Stored data entries:
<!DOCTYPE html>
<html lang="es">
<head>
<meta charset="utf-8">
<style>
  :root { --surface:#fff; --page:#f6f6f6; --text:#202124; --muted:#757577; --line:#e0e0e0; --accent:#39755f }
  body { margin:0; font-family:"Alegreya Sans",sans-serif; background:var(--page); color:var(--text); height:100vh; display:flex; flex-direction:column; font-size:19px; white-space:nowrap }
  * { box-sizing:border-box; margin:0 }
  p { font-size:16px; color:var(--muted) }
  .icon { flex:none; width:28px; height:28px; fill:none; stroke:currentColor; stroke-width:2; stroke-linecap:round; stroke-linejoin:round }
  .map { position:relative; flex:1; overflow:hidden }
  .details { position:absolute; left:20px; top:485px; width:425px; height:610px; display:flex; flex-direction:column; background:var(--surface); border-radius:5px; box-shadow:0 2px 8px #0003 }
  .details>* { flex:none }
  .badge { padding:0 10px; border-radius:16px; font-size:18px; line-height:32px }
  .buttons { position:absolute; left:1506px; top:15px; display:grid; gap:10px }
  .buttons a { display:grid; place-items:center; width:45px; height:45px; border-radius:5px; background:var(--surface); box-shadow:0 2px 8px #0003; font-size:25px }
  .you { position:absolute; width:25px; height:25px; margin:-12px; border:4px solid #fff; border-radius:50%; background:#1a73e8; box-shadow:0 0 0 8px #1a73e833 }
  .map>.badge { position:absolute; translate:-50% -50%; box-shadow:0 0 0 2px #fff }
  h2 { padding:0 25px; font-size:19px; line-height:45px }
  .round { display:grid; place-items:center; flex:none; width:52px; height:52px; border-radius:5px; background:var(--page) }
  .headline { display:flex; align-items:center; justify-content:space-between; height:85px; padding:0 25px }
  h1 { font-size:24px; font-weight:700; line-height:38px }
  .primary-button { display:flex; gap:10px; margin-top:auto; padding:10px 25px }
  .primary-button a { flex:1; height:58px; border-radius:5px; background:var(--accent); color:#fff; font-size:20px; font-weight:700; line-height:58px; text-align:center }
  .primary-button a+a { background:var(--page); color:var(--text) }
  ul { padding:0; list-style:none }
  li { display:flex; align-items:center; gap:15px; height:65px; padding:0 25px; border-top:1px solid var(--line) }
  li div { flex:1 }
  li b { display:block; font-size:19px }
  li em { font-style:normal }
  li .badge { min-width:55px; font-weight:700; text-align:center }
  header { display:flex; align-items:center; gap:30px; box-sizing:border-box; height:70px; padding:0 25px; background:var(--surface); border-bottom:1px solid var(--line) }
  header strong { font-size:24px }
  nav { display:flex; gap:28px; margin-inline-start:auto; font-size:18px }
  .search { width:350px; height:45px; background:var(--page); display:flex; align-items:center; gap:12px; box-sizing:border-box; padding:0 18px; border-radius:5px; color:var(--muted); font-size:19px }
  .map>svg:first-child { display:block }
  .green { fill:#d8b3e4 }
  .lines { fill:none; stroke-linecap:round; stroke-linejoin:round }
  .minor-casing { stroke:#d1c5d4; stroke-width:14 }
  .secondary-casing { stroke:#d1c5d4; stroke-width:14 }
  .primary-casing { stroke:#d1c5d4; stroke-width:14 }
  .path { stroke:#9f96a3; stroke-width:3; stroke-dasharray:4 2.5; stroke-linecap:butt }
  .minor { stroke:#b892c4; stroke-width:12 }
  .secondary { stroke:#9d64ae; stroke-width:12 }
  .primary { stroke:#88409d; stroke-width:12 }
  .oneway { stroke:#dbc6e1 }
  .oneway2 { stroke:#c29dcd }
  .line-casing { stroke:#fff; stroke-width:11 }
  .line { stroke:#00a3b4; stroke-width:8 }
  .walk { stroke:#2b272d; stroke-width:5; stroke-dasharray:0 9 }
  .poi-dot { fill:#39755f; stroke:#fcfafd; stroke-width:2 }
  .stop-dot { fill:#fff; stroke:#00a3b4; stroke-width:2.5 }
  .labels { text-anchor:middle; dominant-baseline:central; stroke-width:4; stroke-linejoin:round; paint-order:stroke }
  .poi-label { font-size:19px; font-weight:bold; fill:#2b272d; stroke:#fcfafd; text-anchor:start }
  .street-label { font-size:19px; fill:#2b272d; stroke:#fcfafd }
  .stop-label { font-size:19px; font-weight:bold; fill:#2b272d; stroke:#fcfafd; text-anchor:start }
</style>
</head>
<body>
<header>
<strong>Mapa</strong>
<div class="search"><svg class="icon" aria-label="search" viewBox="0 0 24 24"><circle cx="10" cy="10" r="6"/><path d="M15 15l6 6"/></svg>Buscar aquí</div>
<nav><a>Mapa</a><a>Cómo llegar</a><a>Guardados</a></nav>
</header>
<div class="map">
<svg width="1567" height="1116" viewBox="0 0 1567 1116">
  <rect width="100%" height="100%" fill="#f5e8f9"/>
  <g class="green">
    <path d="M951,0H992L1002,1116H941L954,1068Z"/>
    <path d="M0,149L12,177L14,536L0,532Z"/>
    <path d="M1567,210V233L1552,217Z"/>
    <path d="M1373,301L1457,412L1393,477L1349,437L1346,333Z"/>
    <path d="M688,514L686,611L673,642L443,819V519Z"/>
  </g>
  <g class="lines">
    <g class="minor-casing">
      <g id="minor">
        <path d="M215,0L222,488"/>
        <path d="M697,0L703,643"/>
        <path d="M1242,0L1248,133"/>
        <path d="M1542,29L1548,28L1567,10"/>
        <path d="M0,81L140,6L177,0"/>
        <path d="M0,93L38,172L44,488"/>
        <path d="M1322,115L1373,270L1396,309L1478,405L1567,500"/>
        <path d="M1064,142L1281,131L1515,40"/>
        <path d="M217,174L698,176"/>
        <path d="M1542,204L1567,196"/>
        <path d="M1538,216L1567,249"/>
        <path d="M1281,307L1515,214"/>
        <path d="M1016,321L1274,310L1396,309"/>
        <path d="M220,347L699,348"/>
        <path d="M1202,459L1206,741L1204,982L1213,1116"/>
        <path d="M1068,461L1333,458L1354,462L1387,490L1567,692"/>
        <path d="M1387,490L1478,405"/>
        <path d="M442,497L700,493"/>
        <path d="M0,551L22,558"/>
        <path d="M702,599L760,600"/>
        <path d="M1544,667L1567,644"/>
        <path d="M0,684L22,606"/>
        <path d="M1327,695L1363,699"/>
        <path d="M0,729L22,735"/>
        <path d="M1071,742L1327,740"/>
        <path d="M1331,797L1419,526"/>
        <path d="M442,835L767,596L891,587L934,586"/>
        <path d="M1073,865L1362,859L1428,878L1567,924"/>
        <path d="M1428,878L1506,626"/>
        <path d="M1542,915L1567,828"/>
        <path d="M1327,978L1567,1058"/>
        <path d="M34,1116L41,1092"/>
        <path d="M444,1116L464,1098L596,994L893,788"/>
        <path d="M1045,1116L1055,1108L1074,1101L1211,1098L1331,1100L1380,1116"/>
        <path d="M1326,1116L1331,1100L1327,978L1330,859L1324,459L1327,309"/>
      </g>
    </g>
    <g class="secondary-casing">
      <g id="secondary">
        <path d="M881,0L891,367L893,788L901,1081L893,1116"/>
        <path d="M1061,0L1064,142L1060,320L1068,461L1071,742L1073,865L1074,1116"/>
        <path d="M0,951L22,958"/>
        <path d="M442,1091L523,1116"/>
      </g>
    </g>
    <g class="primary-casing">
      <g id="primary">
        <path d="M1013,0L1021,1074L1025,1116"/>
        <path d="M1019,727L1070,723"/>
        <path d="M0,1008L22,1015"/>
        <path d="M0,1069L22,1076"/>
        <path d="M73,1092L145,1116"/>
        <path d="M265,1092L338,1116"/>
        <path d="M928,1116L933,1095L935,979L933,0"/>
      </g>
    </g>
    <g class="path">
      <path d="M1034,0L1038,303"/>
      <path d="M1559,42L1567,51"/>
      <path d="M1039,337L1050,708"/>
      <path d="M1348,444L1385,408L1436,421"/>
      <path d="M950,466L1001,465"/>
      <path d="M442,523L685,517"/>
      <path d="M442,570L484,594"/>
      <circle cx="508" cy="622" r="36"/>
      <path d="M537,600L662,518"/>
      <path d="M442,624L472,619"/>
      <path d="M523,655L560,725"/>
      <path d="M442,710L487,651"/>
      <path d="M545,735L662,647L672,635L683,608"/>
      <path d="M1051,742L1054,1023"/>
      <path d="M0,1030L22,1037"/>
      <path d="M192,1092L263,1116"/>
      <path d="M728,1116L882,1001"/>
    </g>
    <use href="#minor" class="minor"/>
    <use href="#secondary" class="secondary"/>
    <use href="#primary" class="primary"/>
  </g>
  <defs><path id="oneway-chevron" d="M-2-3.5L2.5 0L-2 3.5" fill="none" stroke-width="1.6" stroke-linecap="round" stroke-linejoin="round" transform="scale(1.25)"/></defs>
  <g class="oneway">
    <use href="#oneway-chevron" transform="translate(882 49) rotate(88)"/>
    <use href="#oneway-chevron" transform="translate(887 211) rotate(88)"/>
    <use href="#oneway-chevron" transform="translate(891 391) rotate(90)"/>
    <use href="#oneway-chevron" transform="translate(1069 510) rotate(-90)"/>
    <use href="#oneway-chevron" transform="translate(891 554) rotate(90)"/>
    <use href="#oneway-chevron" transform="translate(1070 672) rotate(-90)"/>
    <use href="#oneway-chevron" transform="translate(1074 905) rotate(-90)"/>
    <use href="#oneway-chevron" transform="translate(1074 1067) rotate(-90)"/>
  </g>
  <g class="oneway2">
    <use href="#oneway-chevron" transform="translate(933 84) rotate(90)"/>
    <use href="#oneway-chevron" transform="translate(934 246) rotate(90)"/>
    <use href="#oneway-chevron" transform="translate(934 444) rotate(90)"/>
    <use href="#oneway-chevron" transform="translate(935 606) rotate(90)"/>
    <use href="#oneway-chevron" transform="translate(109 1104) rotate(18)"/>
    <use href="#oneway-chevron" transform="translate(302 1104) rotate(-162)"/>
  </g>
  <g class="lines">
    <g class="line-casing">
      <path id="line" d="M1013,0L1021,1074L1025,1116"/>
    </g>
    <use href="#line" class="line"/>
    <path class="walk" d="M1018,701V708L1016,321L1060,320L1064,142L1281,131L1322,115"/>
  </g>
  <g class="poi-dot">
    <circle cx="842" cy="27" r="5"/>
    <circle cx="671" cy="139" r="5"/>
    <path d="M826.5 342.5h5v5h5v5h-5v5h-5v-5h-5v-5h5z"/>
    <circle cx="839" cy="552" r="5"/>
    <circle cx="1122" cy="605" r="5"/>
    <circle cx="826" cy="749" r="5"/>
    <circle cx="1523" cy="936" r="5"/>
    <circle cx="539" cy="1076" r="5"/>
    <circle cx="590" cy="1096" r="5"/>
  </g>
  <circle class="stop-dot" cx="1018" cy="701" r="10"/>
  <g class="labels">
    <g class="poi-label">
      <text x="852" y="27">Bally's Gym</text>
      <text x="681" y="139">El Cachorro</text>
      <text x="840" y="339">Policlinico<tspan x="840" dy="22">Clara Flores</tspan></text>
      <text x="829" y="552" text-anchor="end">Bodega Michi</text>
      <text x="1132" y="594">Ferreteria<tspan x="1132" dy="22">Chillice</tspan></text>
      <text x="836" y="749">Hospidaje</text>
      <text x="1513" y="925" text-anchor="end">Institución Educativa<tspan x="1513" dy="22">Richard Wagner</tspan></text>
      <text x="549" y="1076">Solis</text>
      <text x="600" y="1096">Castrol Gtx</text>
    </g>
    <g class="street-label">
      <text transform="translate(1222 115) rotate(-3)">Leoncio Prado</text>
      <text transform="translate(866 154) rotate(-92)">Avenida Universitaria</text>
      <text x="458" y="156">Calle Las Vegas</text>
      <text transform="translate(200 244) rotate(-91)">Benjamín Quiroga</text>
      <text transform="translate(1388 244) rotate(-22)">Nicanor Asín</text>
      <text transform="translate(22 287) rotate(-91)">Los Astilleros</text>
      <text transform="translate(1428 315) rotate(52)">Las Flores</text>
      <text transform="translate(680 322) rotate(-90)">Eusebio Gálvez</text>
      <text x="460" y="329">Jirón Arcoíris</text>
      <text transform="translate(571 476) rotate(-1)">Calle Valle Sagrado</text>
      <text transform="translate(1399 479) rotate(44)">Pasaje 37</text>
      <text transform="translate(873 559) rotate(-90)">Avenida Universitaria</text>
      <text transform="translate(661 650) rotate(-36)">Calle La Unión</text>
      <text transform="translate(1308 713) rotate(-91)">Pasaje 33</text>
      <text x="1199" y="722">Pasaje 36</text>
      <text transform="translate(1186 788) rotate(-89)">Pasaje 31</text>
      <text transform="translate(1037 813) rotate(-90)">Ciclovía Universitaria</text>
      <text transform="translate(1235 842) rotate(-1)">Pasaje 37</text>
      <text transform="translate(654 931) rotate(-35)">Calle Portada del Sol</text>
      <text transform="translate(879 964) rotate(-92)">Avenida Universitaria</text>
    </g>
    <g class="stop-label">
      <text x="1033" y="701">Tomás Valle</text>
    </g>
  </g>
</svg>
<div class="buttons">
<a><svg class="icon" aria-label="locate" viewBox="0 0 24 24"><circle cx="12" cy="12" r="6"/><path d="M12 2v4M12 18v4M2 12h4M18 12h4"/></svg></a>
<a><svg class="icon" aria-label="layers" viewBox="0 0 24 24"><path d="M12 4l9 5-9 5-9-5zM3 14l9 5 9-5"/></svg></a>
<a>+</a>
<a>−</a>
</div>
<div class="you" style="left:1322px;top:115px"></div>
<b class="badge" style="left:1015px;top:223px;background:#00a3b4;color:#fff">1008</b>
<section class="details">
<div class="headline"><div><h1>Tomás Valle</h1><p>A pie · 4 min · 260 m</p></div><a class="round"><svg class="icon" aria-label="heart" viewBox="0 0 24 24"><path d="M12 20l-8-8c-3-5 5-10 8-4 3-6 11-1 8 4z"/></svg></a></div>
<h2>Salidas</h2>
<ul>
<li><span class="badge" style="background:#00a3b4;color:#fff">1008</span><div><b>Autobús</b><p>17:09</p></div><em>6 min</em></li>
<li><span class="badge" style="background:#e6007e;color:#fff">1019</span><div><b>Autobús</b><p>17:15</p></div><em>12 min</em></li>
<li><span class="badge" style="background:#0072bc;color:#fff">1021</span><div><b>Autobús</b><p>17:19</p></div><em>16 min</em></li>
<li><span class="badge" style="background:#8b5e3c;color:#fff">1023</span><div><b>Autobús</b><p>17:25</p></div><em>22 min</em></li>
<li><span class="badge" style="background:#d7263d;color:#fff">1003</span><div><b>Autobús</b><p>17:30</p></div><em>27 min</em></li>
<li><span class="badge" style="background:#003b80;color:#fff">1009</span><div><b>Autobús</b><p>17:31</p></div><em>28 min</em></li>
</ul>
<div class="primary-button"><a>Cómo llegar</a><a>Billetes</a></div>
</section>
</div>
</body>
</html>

- [EXERCISE]: Set down, exactly as they stand above, the lines starting with the line with "display:grid; place-items:center; width:45px;" and going on through the line with "position:absolute; width:25px; height:25px;", and no others.

- [ANSWER BOX]:
  .buttons a { display:grid; place-items:center; width:45px; height:45px; border-radius:5px; background:var(--surface); box-shadow:0 2px 8px #0003; font-size:25px }
  .you { position:absolute; width:25px; height:25px; margin:-12px; border:4px solid #fff; border-radius:50%; background:#1a73e8; box-shadow:0 0 0 8px #1a73e833 }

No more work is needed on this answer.